Par déclaration du 7 juillet 2023, la société ENI a interjeté appel de l'ensemble des chefs du jugement sauf en ce qu'il a débouté la société SNEF de sa demande de dommages et intérêts, et par dernières conclusions remises au greffe et notifiées par RPVA le 11 février 2025, elle demande à la cour d'infirmer le jugement en toutes ses dispositions sauf en ce qu'il a débouté la société SNEF de sa demande de dommages et intérêts et statuant à nouveau :

- à titre principal, condamner la société SNEF à lui payer la somme de 739.967,00 euros TTC, sauf à parfaire au jour de l'arrêt à intervenir, correspondant à l'indemnité contractuelle due au titre de la résiliation anticipée du contrat ;

- à titre subsidiaire, condamner la société SNEF à lui payer la somme de 34.274,00 euros TTC sauf à parfaire au jour de l'arrêt à intervenir, correspondant à la différence entre (i) les conditions tarifaires en vigueur lors de la durée ferme du contrat du 21 avril 2017, et (ii) le prix de marché PEG mensuel, majoré de 10 euros par mégawattheure ;

- en toute hypothèse, condamner la société SNEF à lui rembourser la somme de 25.000 euros, correspondant aux sommes de 10.000 euros au titre de la condamnation pour procédure abusive et de 15.000 euros accordés par le jugement au titre de l'article 700 du code de procédure civile, ainsi qu'au paiement de la somme de 50.000 euros en application des dispositions de l'article 700 du code de procédure civile et aux dépens avec droit de recouvrement direct et la débouter de toutes demandes, en ce compris, la demande de condamnation tardive et infondée au paiement de la somme de 10.000 euros pour appel abusif.

Par dernières conclusions remises au greffe et notifiées par RPVA le 11 février 2025, la société SNEF demande à la cour de confirmer le jugement en toutes ses dispositions, en conséquence, débouter la société ENI de toutes ses demandes et la condamner au paiement de la somme de 10.000 euros pour appel abusif outre celle de 50.000 euros au titre de l'article 700 du code de procédure civile, ainsi qu'aux dépens avec droit de recouvrement direct.

La clôture de l'instruction a été prononcée le 13 février 2025.

MOTIFS

Il n'a pas été interjeté appel du chef du jugement par lequel la société SNEF a été déboutée de sa demande de dommages et intérêts. La cour n'en est donc pas saisie.

Sur la nullité du contrat du 12 juillet 2019

La société SNEF soutient que son consentement a été vicié par la violence économique exercée par la société ENI.

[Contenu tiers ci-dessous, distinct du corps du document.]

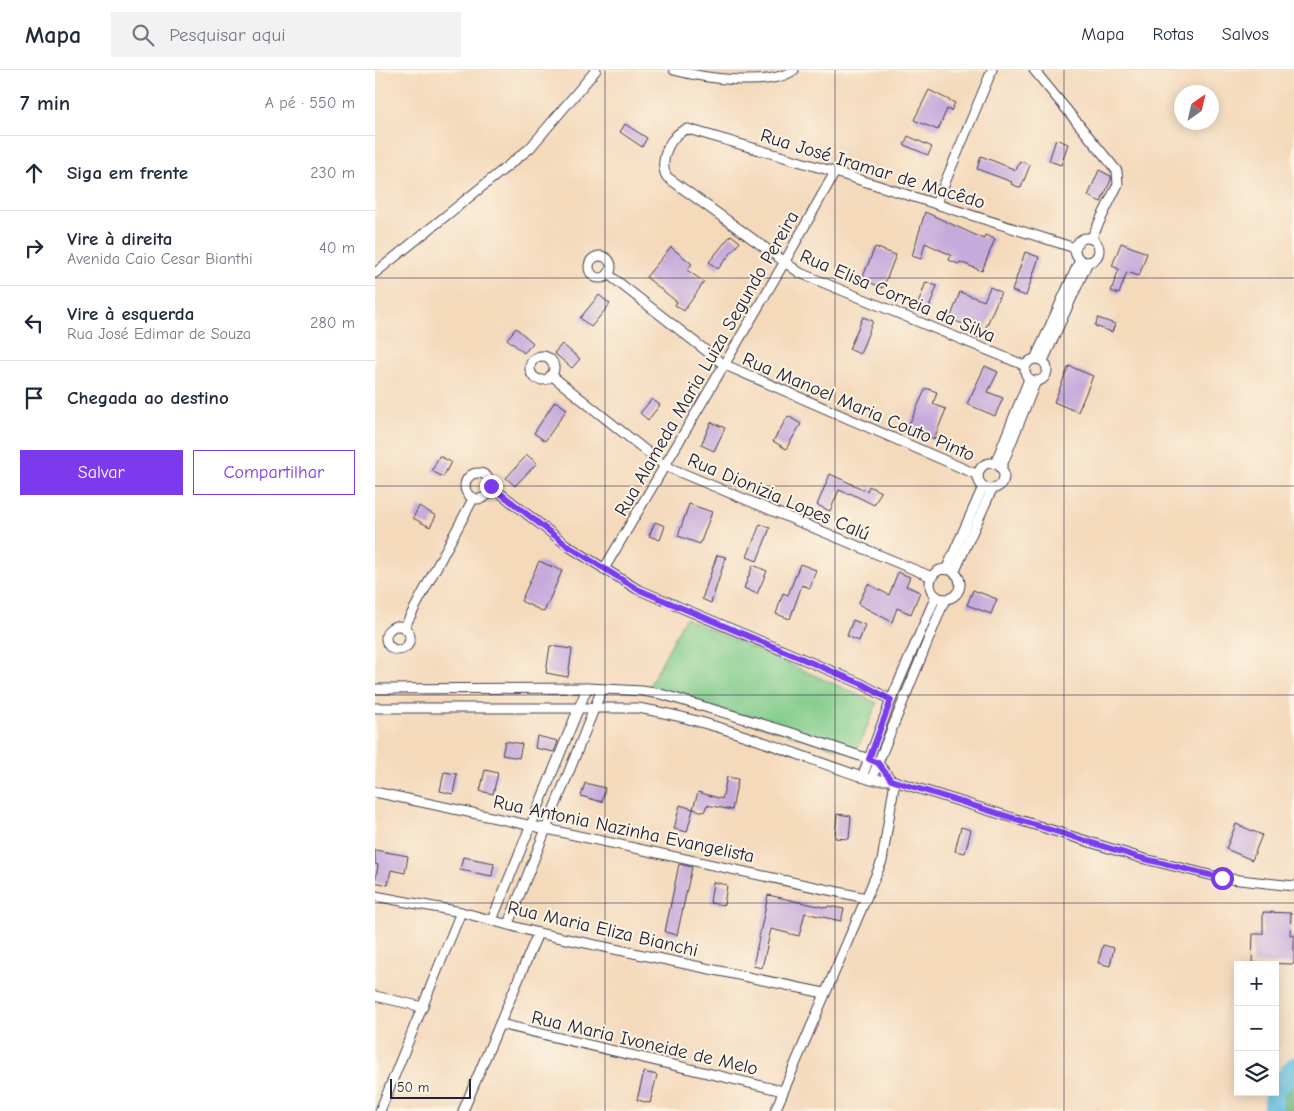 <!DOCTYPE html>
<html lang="pt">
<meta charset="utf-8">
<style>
body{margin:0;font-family:"Comic Neue",sans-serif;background:#f2f2f3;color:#1f2937}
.controls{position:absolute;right:15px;bottom:15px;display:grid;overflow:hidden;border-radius:0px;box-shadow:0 2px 12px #0003}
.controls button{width:45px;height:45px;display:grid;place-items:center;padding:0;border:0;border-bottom:1px solid #e0e1e3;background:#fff;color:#1f2937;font:25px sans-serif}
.compass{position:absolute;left:799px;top:15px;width:45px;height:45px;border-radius:50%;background:#fff;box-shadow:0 2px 12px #0003;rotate:34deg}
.scale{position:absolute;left:15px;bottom:12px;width:81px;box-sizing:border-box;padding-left:5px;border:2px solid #22223b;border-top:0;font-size:14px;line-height:18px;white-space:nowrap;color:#22223b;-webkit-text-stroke:4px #fcf5e5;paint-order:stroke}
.stop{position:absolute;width:15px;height:15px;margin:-11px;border:4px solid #7c3aed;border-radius:50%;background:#fff}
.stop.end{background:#7c3aed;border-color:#fff;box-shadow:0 1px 5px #0008}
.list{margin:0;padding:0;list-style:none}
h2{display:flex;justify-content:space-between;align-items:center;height:65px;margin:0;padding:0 20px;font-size:21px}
h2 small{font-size:16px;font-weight:400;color:#747a83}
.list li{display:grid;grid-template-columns:32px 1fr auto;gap:15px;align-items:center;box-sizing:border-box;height:75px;padding:0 20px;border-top:1px solid #e0e1e3}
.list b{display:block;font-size:19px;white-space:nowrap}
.list p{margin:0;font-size:16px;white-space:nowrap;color:#747a83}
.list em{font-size:16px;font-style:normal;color:#747a83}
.actions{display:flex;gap:10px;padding:15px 20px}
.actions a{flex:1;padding:11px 0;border:1px solid #7c3aed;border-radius:0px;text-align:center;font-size:18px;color:#7c3aed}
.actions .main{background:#7c3aed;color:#fff}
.icon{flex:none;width:28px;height:28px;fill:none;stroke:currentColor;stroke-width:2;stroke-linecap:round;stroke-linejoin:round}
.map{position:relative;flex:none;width:919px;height:1041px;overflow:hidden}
header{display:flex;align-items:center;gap:30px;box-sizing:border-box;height:70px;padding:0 25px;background:#fff;border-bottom:1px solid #e0e1e3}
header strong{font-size:24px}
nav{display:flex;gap:28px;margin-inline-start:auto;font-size:18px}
.search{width:350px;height:45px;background:#f2f2f3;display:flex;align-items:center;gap:12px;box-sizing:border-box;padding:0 18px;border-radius:0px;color:#747a83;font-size:19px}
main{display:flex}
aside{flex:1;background:#fff}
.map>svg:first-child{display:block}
.green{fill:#7fcb8a;stroke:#507662}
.forest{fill:#67af76;stroke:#446858}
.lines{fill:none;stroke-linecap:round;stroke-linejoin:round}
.river{stroke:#63bde1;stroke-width:20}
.building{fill:#c6aadb}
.street-casing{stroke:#423d4e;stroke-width:11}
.street{stroke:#fff;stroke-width:9}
.route{stroke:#7c3aed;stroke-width:6}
.grid{fill:none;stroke:#22223b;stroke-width:1;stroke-opacity:0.55}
.labels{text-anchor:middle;stroke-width:4;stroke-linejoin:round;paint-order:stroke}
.street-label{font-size:19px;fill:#22223b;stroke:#fcf5e5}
</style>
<header>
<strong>Mapa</strong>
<div class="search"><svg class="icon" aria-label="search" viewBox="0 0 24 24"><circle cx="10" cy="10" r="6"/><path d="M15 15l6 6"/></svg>Pesquisar aqui</div>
<nav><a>Mapa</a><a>Rotas</a><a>Salvos</a></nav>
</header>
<main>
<aside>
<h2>7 min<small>A pé · 550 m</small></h2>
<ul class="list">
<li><svg class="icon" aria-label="ahead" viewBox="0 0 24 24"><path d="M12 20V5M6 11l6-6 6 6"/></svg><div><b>Siga em frente</b></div><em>230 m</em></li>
<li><svg class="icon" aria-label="right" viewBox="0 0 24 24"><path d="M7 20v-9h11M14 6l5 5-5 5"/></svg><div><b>Vire à direita</b><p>Avenida Caio Cesar Bianthi</p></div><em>40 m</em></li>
<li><svg class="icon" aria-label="left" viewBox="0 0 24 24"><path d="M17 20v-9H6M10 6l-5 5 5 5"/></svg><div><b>Vire à esquerda</b><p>Rua José Edimar de Souza</p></div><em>280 m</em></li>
<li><svg class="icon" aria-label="arrive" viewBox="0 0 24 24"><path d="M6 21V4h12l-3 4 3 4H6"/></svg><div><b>Chegada ao destino</b></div></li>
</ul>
<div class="actions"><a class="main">Salvar</a><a>Compartilhar</a></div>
</aside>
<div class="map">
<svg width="919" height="1041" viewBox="0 0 919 1041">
<rect width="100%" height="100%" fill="#fcf5e5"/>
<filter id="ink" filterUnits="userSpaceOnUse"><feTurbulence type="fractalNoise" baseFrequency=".02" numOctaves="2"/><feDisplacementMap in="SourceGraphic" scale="10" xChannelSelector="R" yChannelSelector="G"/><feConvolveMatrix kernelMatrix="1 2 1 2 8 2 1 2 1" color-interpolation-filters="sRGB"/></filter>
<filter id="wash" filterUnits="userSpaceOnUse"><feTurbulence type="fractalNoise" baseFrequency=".0096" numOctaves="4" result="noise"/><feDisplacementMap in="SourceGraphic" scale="20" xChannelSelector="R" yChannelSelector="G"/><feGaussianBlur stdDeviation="1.12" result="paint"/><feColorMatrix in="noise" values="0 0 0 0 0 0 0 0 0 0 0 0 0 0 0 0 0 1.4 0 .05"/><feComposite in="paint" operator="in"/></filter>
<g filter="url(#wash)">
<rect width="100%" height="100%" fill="#f4d9bb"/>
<!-- green -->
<polygon class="green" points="310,548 502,633 481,684 271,622"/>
<!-- forest -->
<polygon class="forest" points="919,986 919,1041 888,1041 892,1022 900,1022 900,1005"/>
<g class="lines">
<!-- river -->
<g class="river">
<polyline points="900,1021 919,997"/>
<polyline points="898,1041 899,1022"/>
</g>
</g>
<g id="blocks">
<!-- building -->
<g class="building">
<polygon points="554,20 580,33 576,41 572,39 563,60 539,50"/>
<polygon points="250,54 272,68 267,77 245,62"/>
<polygon points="533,66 557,77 553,85 529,75"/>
<polygon points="681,69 693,74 686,95 674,91"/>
<polygon points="606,86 641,100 645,91 655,95 646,118 636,114 637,112 602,99"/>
<polygon points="724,100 736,106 736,110 726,132 713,126"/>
<polygon points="550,142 609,169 610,165 620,169 607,201 585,192 583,194 574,190 576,185 550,173 546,189 537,186"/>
<polygon points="356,165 365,172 343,199 334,192"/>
<polygon points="746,173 772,183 764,206 752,202 744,224 736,221 744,199 737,196"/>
<polygon points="296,177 317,194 312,200 329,212 309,241 300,235 302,232 271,207"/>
<polygon points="500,177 521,185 508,218 487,209"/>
<polygon points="650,182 664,187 651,226 637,221"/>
<polygon points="551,212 562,216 552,243 541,239"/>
<polygon points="615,217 626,222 606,269 597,265 599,258 575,249 585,222 609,231"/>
<polygon points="224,225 235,234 216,257 205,248"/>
<polygon points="488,247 498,251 485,284 474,279"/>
<polygon points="723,248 740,254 737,262 720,256"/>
<polygon points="141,258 158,273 149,283 132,269"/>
<polygon points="187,274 205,289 197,298 179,283"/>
<polygon points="610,296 623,302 613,322 628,328 620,346 592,334"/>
<polygon points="694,296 718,306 703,342 679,332"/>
<polygon points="551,318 562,322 558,334 571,339 559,369 540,362 538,366 530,363"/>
<polygon points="277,329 285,335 273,350 265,343"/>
<polygon points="180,331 192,339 170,371 159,363"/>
<polygon points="413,346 426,354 411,379 398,371"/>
<polygon points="336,352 350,358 339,381 326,375"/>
<polygon points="152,385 162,393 140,416 131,408"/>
<polygon points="64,386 76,392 68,407 57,401"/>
<polygon points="455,404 492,421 494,416 506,422 499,435 475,423 474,424 464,420 455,441 442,435"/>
<polygon points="314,434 337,442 325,474 303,466"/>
<polygon points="44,436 61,446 55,457 38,448"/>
<polygon points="280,452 290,456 285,470 274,466"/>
<polygon points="385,454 395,458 382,491 372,487"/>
<polygon points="342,485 351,487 336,533 327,529"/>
<polygon points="164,491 187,501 169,542 146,531"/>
<polygon points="425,494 441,500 435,518 427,515 415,549 401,544 408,523 413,525"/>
<polygon points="378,495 392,501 382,524 369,518"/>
<polygon points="523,502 535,507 531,516 545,522 536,544 522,538 517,552 483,534 493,514 514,525"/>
<polygon points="598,520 622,529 616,544 592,535"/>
<polygon points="478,550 490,555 484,571 472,566"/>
<polygon points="175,576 197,579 193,607 171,603"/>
<polygon points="162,666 183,671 179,682 160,678"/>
<polygon points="130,671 147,674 144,688 127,685"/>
<polygon points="110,700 123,703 118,724 105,721"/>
<polygon points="69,702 82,704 78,724 65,721"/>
<polygon points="352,707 363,709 357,740 332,735 329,742 318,739 323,722 347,729"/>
<polygon points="210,713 230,718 227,732 206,726"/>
<polygon points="305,735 318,739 312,762 299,759"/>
<polygon points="462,744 476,746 474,769 460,768"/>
<polygon points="861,754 887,765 877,790 851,779"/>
<polygon points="586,757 596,760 590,783 580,781"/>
<polygon points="0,780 33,786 30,803 16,800 13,815 0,812 3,795 0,794"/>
<polygon points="88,787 119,793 117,806 85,800"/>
<polygon points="304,794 317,797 302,865 290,862"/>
<polygon points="338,812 352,815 349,835 335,833"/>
<polygon points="393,825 452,838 453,836 469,839 466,851 430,843 424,866 396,859 387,898 378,896"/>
<polygon points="888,842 916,843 915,865 919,865 919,894 877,893 878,864 888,864"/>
<polygon points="728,875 739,878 735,896 723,893"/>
<polygon points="269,1002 282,1005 275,1033 262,1030"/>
</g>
</g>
</g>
<g filter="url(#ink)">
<use href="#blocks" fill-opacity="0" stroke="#423d4e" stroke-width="1"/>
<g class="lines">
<defs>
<g id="street">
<path d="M299 0C328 8 393 18 419 0"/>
<polyline points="659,0 742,101 743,114 716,169"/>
<polyline points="561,134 617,0"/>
<circle cx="712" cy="180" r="12"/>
<circle cx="225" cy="197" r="11"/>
<polyline points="0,203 155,78 221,0"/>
<polyline points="233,204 348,294 603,405"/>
<circle cx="167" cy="298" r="12"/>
<circle cx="661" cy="300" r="11"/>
<polyline points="660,289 705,190"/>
<polyline points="668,291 713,192"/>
<path d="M651 296 425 203 292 107C282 92 296 62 313 59L460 102 700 178"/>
<polyline points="176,305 290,396 557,507"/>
<circle cx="616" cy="406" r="13"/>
<polyline points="620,394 654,309"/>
<polyline points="626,398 661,311"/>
<circle cx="103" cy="416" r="13"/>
<polyline points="116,416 193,476 262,519 487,614 516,630"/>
<polyline points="229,499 409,193 460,102"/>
<circle cx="570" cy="514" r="15"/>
<polyline points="571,500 608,417"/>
<polyline points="579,503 617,419"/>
<circle cx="23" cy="568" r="12"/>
<polyline points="29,558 98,429"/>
<polyline points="0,619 212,618 267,621 286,624 414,662 494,689 503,693 516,710"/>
<path d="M0 638H263C343 651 420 685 496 710H516L766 788 847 808 919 816"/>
<polyline points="487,707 516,630 561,526"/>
<polyline points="496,710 570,529"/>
<polyline points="0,722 491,828"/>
<polyline points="0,826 86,842 163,863 449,923"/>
<polyline points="117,850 212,618"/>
<polyline points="133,854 227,619"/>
<polyline points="0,926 48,937"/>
<polyline points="125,954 408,1021"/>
<polyline points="5,1041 86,842"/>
<polyline points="88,1041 163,863"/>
<polyline points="400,1041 507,791 520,711"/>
</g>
</defs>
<!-- street casing -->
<use href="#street" class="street-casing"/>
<!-- street -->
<use href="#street" class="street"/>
</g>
</g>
<g class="lines" filter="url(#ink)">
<!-- route -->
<polyline class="route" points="116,416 193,476 262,519 487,614 516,630 494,689 503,693 516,710 766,788 847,808"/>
</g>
<!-- grid -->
<path class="grid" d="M230 0V1041M460 0V1041M689 0V1041M0 208H919M0 416H919M0 625H919M0 833H919"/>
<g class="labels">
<!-- street labels -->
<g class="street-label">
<text transform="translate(498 98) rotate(17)" y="7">Rua José Iramar de Macêdo</text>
<text transform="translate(523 225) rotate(23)" y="7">Rua Elisa Correia da Silva</text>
<text transform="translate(331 293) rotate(-60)" y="7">Rua Alameda Maria Luiza Segundo Pereira</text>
<text transform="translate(484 336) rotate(23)" y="7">Rua Manoel Maria Couto Pinto</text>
<text transform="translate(404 426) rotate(23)" y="7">Rua Dionizia Lopes Calú</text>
<text transform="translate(249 758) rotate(12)" y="7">Rua Antonia Nazinha Evangelista</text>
<text transform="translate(228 858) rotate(13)" y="7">Rua Maria Eliza Bianchi</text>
<text transform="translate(270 972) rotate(13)" y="7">Rua Maria Ivoneide de Melo</text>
</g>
</g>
</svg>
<div class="controls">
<button>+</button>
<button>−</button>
<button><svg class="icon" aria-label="layers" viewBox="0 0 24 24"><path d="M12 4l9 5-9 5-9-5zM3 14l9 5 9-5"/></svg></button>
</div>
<svg class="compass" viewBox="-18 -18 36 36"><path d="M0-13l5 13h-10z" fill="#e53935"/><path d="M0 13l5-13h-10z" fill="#747a83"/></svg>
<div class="scale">50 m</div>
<div class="stop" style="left:847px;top:808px"></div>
<div class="stop end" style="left:116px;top:416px"></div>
</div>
</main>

Elle fait valoir qu'elle était vis-à-vis de la société ENI dans un état de dépendance économique en raison du contrat la liant à la société CIS bio international, sa cliente, et de l'absence de préavis pour rechercher une solution alternative ; que la société ENI a abusé de cet état de dépendance économique en la menaçant d'une procédure de mise hors service de l'alimentation en gaz naturel du site de son client ; que cette man'uvre constitue un chantage pour obtenir la signature d'un nouveau contrat qui a été conclu moins d'une heure après sa transmission. La société SNEF ajoute que son consentement a été vicié par la crainte et la contrainte liée à la menace d'une coupure de l'alimentation en gaz d'un site à caractère sensible ; que seule la signature de ce nouveau contrat pouvait mettre un terme à la procédure de coupure ; que la menace a vicié le consentement dès lors qu'elle était injuste ; que la société ENI s'est adressée à un salarié non habilité avec la menace d'une coupure de l'alimentation en gaz alors même qu'aucune coupure ne pouvait avoir lieu sans respecter les règles strictes d'information. Elle estime que la société ENI a obtenu un avantage manifestement excessif par un tarif très élevé, non négocié ne reflétant pas ceux du marché au jour de la signature du contrat et une durée excessive de 54 mois alors même que le contrat conclu avec son propre client ne durait que 2 ans.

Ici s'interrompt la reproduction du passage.